Teaching teachers

Robert LoPiccolo ’95 shares a hands-on approach to science in his fall “Ponds to Particles” course.

Wheaton alumni in the education field know what it’s like to run a successful classroom. Now they are passing that knowledge on to the next generation of Wheaton teachers.

This academic year, three alumni and established educators—Robert LoPiccolo ’95, Larry Carpenter ’05 and Sarah Alves ’04 —are teaching a diverse set of courses to prepare students for a career in the classroom.

LoPiccolo is teaching “Ponds to Particles,” a science course, this fall, to primarily juniors and seniors majoring in education.

The course explores physical, earth and space science, as well as chemistry and engineering, through hands-on projects—including creating models of the universe and working with lenses and mirrors to understand their impact on light.

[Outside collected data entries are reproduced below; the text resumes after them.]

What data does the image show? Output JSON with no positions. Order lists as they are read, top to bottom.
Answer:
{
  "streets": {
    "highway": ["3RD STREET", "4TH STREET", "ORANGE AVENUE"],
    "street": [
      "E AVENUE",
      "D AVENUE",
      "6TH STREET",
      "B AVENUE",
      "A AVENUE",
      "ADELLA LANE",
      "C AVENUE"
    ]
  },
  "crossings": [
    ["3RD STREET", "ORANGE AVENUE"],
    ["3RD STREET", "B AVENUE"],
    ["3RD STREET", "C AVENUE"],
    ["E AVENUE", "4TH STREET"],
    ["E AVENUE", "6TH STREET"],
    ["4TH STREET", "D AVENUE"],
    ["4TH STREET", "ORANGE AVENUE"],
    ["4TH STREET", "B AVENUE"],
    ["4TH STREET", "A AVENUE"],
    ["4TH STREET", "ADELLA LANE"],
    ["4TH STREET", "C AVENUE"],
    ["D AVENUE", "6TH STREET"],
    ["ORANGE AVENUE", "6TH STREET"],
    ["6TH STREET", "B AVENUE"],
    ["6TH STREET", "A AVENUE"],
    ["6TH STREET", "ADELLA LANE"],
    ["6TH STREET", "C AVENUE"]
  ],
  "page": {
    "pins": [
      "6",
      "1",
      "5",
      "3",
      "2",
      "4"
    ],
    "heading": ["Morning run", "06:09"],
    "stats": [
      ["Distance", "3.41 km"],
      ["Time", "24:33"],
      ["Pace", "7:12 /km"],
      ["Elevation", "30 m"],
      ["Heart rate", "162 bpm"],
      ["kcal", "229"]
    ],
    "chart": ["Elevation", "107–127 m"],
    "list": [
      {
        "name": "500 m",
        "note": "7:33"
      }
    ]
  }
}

LoPiccolo, an experienced high school math and science teacher and expert on curriculum development, said he finds it meaningful to teach Wheaton’s future educators.

“It’s great to be here, to be home and to have an influence on what it means to be a Wheaton graduate,” said LoPiccolo, who graduated with an independent major in psychobiology—a discipline that examines the biological aspects of psychology.

Early in his career, he taught at a Louisiana high school through Teach For America. His first classroom, a physics class, had cycled through 13 science teachers in one year. Only he stayed.

“You have to meet students where they are and understand where they are developmentally,” he said. “I hope to impact how Wheaton students enter classrooms to help increase their longevity.”

Larry Carpenter ’05 in his classroom at Attleboro High School

Carpenter, who has taught for more than 14 years at Attleboro High School, will teach a course on English as a Second Language at Wheaton this spring. This is his fourth year serving as a visiting instructor here.

“I love the thoughtful questions from Wheaton students about my experiences teaching English learners. It brings me joy to share what I know with them,” Carpenter said. “Working with Wheaton students reinvigorates me and makes me a better teacher.”

He said majoring in sociology at Wheaton helped him understand society and fostered a desire to improve it through education.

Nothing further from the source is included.